> [The problem]: Here is a block of records. Copy every line in it that includes "setLineDash".

(Data extracted from a collection)
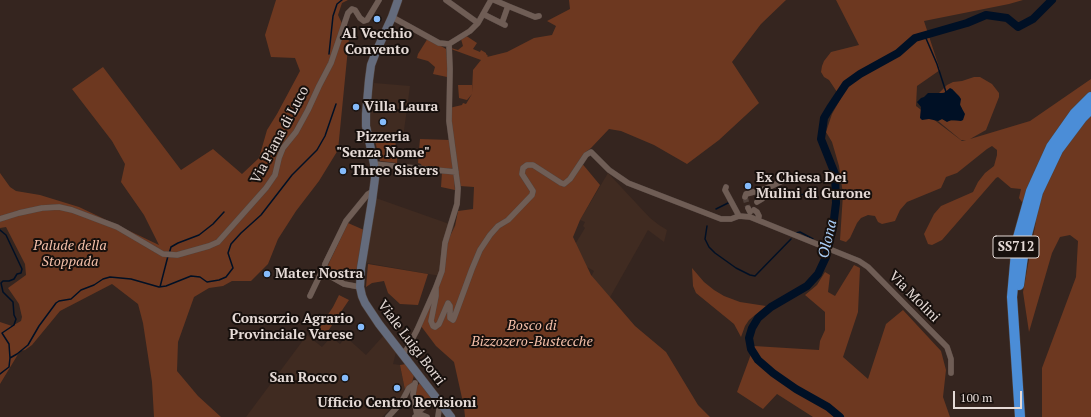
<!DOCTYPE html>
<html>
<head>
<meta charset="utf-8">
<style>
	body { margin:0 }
	#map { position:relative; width:1091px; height:417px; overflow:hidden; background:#35251f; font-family:"PT Serif",serif }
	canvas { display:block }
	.scale { position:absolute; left:953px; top:391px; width:69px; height:18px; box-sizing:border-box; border:2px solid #e5dad6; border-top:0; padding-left:5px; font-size:12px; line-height:14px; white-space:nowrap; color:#e5dad6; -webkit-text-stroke:3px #17100d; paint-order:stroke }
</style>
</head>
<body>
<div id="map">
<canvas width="1091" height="417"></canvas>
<div class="scale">100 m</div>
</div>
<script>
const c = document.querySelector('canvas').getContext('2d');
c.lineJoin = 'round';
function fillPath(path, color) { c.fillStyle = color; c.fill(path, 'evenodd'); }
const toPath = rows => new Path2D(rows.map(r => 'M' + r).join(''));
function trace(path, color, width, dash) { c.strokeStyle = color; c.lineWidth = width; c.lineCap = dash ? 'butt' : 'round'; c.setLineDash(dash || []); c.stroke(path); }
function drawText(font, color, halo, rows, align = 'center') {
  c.font = font + ' "PT Serif",serif'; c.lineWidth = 4; c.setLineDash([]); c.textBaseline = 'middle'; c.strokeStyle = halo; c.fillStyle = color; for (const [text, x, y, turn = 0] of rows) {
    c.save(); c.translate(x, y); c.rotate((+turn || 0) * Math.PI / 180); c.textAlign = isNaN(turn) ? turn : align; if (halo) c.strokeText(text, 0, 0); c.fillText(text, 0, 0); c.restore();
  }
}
const built = toPath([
	[374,83,410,86,403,138,374,140,371,129,370,105],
	[608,173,650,218,659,225,667,230,664,242,648,230,609,299,586,286,594,271,568,256,585,228,583,226,585,222,580,220],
	[373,197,455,226,447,242,440,276,367,263,365,243],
	[307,335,322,347,331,337,340,344,346,337,366,355,384,335,396,352,393,364,400,365,405,390,401,398,382,417,246,417]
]);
const green = toPath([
	[276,0,348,0,342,3,338,15,349,38,338,150,319,181,296,211,278,239,268,264,251,281,232,281,223,286,209,288,194,297,178,342,177,371,198,396,221,417,154,417,152,382,143,323,138,304,112,284,60,311,32,345,25,350,20,351,0,384,0,322,12,326,21,321,22,317,19,304,8,288,26,275,25,264,6,227,0,228,0,173,10,187,16,191,40,195,79,207,159,245,144,215,121,182,125,164,112,141,72,89,103,67,181,170,213,149,242,174,259,158,267,130,277,114,300,71,295,58,271,57,265,35],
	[569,0,786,0,761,24,732,62,759,103,719,140,687,164,654,145,621,131,609,129,591,148,586,152,580,161,600,185,580,220,573,237,591,275,635,326,666,352,698,405,710,417,465,417,464,407,454,362,436,346,421,326,440,276,447,242,455,226,458,211,473,209,474,187,460,186,449,108,462,105,463,103,466,104,472,94,467,100,459,98,458,85,472,85,472,92,473,70,481,60,451,49,451,48,458,50,463,46,461,39,465,35,477,43,473,49,480,52,481,50,486,53,486,54,488,56,487,57,507,52,534,38,552,35,556,26,547,21,570,9],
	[836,0,1023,0,1009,4,924,21,940,70,917,86,916,106,962,141,966,140,961,140,938,121,942,119,949,121,956,120,962,109,955,92,952,89,946,92,938,94,947,85,953,82,962,81,974,77,980,77,992,84,999,93,999,97,986,130,970,139,1030,121,1091,79,1091,417,1042,417,1042,368,1076,277,1078,241,1070,235,1060,237,1052,253,1029,332,1023,292,1036,221,1019,198,1021,189,1011,188,998,177,996,178,942,240,932,245,928,244,924,234,934,214,941,206,973,192,978,182,985,173,994,166,997,155,997,150,992,146,987,149,957,173,946,177,941,188,907,202,900,210,895,221,882,224,878,222,875,216,868,215,861,218,857,223,850,238,846,242,840,240,843,194,839,166,832,142,826,132,832,114,841,98,829,80,824,77,821,72,822,66,824,61,831,52,859,45],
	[428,38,446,49,448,68,447,77,433,74,435,67,428,61,417,58,418,54],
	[395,139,396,148,398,149,397,163,380,161,375,141],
	[420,139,450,140,453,169,422,167,421,164,418,163],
	[442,172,454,174,455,190,441,187],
	[348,223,364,230,357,275,347,275,347,280,331,274,327,267],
	[368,264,428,274,418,305,400,304,388,293,384,281,372,283,366,287],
	[854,265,860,268,858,312,843,357,868,379,886,324,903,310,941,351,946,370,943,397,950,417,813,417,777,394,763,409,737,392,754,346,819,350,820,341,825,330,825,312,805,295,817,285,825,272,830,275,828,292,835,296],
	[692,268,704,282,714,290,724,296,740,302,766,306,749,320,745,326,741,337,734,324,696,293,693,286],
	[339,295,349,300,322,340,315,334,333,307],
	[406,364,414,375,412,383,405,390,400,365],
	[420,383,434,402,419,408,416,397,416,387]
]);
const water = toPath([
	[950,88,952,89,959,96,961,99,960,105,965,114,963,120,961,121,951,120,947,122,942,119,938,121,929,119,922,120,920,118,921,107,917,102,921,98,924,97,928,93,944,93]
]);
const stream = toPath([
	[925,36,937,64,946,92],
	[329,54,333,16,337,4,342,0],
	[781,197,815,193],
	[716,209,730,202],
	[707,226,705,239,709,247,715,253,736,268,750,275,755,276,791,239],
	[0,230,6,235,22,269,21,273,17,274,14,279,9,281,3,281,1,283,3,292,13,302,14,315,16,319,14,325,2,333,9,344,10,358,9,367,0,374],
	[796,233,800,232,813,239],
	[822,243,829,246],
	[169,254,171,247,178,243,199,235,213,224,224,212],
	[160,287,168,256],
	[10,358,17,354,28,345,39,326,56,303,59,301,71,299,81,290,94,285,103,279,110,277,131,279,159,287,166,286,191,276,200,277,207,282,219,280,226,277,233,268,228,253,231,244,241,233,261,215,292,175,317,150,325,136,336,104]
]);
const river = toPath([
	[840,417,828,407,796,389,773,373,758,360,751,349,749,338,752,328,758,318,771,307,807,286,818,274,826,257,833,227,836,203,835,174,821,139,824,118,830,108,846,84,860,74,898,53,915,38,967,23,986,15,1007,18,1018,27,1033,19,1052,0]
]);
const streetTunnel = toPath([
	[745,197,748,208]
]);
const street = toPath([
	[446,0,478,23],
	[494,0,508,6,502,23],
	[508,6,535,17,539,16],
	[483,14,505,25],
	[392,17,439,43,449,44,470,31,478,23,491,0],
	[374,164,456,172],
	[726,187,725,190,739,216],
	[745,197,746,194,765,189,789,178,806,177],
	[757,202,762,199],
	[748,208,750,212],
	[754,210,757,212,759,216,758,220],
	[0,219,19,213,42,208,59,207,72,210,117,227,163,254,177,255,209,246,218,242,266,188,275,175,279,158,283,148,296,132,308,110,319,86,331,63,348,13,352,9,355,10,360,18,364,21,367,20,379,0],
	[360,287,344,284,328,275,324,270,325,264,346,221,368,194,373,191],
	[436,287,436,296,431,321,433,326,435,327,439,324,448,303,450,306,450,318,453,320,454,318,472,269,480,250,490,235,498,226,508,220,532,195,533,191,522,174,523,168,527,165,533,165,561,183,564,184,570,179,586,155,591,152,609,170,628,183,721,219,731,219,739,216,750,217,859,261,868,267,947,347,951,359,951,373],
	[310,296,320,275,324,270],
	[402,354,407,349,417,330,436,287,442,271,445,243,457,204,458,188,449,121,450,69,449,44],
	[415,383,413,394,417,415],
	[417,413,425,406,440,402,438,417],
	[388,417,401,403,409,388,415,384],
	[415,417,422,415,427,417]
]);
const secondary = toPath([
	[398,0,392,17,376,52,371,65,369,80,366,114,366,126,374,164,375,178,372,201,361,268,360,287,362,296,365,303,379,324,451,417]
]);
const highway = toPath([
	[1019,285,1025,242,1038,192,1058,150,1082,118,1091,109],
	[1020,417,1012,297,1017,241,1031,191,1051,147,1075,113,1091,97]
]);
const markers = [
	[377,19,4,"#85bbfb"],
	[356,107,4,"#85bbfb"],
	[383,122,4,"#85bbfb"],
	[343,171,4,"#85bbfb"],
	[748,186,4,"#85bbfb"],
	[267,274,4,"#85bbfb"],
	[361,327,4,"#85bbfb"],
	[345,378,4,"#85bbfb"],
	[397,388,4,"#85bbfb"]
];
const shields = [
	[1016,247,46]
];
const shieldNames = [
	["SS712",1016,247]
];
const poiNames = [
	["Al Vecchio",377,34,"center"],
	["Convento",377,50,"center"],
	["Villa Laura",364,107],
	["Pizzeria",383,137,"center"],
	["\"Senza Nome\"",383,153,"center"],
	["Three Sisters",351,171],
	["Ex Chiesa Dei",756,178],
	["Mulini di Gurone",756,194],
	["Mater Nostra",275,274],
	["Consorzio Agrario",353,319,"right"],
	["Provinciale Varese",353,335,"right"],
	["San Rocco",337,378,"right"],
	["Ufficio Centro Revisioni",397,403,"center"]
];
const streetNames = [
	["Via Piana di Luco",280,135,-62],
	["Via Molini",914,297,45],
	["Viale Luigi Borri",411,343,53]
];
const parkNames = [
	["Palude della",70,246],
	["Stoppada",70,262],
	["Bosco di",532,326],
	["Bizzozero-Bustecche",532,342]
];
const waterNames = [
	["Olona",828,239,-77]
];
fillPath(built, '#402b21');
fillPath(green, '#6d3820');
fillPath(water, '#001025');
trace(stream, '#001025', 1.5);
trace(river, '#001025', 8);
trace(streetTunnel, '#4f403a', 5.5, [5.5, 3]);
trace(street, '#50433e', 6);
trace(secondary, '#50433e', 9);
trace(highway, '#50433e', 11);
trace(street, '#6f5d55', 5.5);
trace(secondary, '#646b7c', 8);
trace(highway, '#4b8dd7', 10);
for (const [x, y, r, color] of markers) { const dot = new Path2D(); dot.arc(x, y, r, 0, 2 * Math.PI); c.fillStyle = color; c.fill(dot); trace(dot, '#17100d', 1.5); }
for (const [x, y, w] of shields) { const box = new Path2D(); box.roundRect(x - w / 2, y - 11, w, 22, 3); c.fillStyle = '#17100d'; c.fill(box); trace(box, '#e5dad6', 1); }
drawText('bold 13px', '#e5dad6', null, shieldNames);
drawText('bold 14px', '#e5dad6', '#17100d', poiNames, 'left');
drawText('14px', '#e5dad6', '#17100d', streetNames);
drawText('italic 14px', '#f4bfa8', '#17100d', parkNames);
drawText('italic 15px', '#abcef7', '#17100d', waterNames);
</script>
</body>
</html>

> [Answer space]:
function trace(path, color, width, dash) { c.strokeStyle = color; c.lineWidth = width; c.lineCap = dash ? 'butt' : 'round'; c.setLineDash(dash || []); c.stroke(path); }
  c.font = font + ' "PT Serif",serif'; c.lineWidth = 4; c.setLineDash([]); c.textBaseline = 'middle'; c.strokeStyle = halo; c.fillStyle = color; for (const [text, x, y, turn = 0] of rows) {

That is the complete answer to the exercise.